尽管 INH 是结核分枝杆菌 NAT 的底物 (14)，但 NAT 不太可能成为 INH 的其他靶标。然而，分枝菌酸的减少以及细胞壁作为蛋白质挤出屏障的有效性的降低（47），反映了我们在删除 nat 基因时观察到的超微结构效应。这些数据，加上牛分枝杆菌 BCG Pasteur Δnat 巨噬细胞增加的细胞内杀伤作用，表明特异性靶向 NAT 蛋白可能既可以将联合治疗的有效性提高一个数量级，又可以通过以下方式缩短活动性感染的治疗时间：抑制细胞壁生物合成。

To target the NAT protein, we have developed a high throughput assay (48) and are using this with combinatorial chemistry and modeling on the NAT 3-D structure (42) to generate compounds to test both on mycobacterial growth in culture and mycobacterial killing in macrophages.
为了靶向 NAT 蛋白，我们开发了一种高通量测定法 (48)，并将其与组合化学和 NAT 3-D 结构建模 (42) 结合使用，以生成化合物来测试培养物中分枝杆菌的生长和杀灭分枝杆菌的情况。巨噬细胞。

We thank Mimi Mo and Drs.
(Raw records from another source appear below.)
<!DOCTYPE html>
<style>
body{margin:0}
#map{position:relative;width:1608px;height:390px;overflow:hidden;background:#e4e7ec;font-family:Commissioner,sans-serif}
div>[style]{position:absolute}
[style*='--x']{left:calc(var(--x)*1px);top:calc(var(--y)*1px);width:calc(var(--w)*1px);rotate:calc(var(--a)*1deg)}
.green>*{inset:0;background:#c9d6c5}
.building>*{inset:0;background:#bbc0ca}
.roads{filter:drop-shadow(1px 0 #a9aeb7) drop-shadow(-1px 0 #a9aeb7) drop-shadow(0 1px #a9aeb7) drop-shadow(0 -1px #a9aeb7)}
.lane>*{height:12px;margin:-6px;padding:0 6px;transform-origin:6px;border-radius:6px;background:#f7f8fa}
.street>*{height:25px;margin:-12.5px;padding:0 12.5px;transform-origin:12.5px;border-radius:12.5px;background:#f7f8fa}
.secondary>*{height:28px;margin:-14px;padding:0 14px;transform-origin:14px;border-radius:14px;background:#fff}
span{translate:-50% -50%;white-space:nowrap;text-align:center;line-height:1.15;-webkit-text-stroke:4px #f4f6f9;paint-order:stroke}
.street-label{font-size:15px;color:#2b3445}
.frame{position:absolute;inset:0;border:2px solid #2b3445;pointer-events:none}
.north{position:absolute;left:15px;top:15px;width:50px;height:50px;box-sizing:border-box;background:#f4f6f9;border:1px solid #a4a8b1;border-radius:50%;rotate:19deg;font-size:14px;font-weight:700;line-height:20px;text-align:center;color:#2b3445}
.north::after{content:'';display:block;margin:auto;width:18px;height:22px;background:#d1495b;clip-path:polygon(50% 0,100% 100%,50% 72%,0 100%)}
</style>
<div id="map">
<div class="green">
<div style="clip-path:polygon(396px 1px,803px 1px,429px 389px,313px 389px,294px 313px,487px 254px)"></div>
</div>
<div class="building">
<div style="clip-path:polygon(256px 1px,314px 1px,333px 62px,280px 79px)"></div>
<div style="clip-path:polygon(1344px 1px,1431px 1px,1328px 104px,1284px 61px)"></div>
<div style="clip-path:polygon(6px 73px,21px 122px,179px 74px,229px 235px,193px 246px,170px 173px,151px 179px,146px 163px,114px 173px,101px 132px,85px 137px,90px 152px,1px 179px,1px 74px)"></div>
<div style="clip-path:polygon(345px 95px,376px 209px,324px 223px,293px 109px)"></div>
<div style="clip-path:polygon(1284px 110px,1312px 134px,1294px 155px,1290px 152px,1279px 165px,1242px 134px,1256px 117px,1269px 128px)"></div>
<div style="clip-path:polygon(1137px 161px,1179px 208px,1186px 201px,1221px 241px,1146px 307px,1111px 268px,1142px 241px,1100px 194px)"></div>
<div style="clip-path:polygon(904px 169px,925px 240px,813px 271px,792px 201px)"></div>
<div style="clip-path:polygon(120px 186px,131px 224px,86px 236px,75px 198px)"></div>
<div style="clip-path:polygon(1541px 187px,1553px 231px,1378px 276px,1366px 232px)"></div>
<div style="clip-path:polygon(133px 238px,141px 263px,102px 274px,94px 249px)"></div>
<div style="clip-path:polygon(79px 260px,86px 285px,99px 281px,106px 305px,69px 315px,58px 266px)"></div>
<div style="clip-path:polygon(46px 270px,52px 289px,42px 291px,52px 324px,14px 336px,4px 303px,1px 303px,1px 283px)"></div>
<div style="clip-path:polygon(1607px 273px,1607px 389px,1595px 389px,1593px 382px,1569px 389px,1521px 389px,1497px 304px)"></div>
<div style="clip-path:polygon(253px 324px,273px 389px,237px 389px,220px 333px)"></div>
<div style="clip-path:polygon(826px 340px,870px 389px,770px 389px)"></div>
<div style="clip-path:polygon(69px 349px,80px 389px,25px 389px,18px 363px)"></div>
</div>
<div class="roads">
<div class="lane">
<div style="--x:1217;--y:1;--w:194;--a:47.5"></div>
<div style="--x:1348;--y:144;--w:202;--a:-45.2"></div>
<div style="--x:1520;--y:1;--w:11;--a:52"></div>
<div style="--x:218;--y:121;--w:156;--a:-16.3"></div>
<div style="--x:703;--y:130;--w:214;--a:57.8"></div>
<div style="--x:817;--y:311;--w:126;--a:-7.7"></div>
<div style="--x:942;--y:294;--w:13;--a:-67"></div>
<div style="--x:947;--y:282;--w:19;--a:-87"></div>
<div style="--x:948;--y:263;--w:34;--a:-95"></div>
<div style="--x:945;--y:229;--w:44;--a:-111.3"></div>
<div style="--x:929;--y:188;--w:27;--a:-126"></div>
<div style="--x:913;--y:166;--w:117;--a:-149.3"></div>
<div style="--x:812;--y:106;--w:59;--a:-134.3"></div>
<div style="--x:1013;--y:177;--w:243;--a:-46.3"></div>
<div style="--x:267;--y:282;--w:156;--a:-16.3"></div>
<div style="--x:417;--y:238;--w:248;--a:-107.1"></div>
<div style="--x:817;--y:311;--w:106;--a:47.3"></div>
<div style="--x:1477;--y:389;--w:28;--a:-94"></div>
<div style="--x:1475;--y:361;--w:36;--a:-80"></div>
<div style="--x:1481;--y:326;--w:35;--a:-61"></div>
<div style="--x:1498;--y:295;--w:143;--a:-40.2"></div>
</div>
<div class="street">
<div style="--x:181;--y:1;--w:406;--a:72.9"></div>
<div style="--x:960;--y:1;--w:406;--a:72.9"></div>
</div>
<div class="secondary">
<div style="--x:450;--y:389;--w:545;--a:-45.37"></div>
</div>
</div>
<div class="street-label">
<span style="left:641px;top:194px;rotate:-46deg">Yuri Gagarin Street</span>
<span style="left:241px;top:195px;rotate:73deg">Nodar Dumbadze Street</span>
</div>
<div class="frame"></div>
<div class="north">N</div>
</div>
F. Pompeo, J. Harris, and P. Deepalakshmi for assistance.
我们感谢咪咪莫和博士。 F. Pompeo、J. Harris 和 P. Deepalakshmi 寻求帮助。

S. Bhakta is a Wellcome Travelling Research Fellow and G.S. Besra is a Lister Institute-Jenner Research Fellow. We acknowledge support from the Wellcome Trust and Medical Research Council, Biotechnology and Biological Sciences Research Council, and GlaxoSmithKline for a studentship for A.M. Upton.
S. Bhakta 是 Wellcome 旅行研究员，G.S. Besra 是 Lister Institute-Jenner 研究员。我们感谢威康信托和医学研究委员会、生物技术和生物科学研究委员会以及葛兰素史克公司对 A.M. 学生奖学金的支持。厄普顿。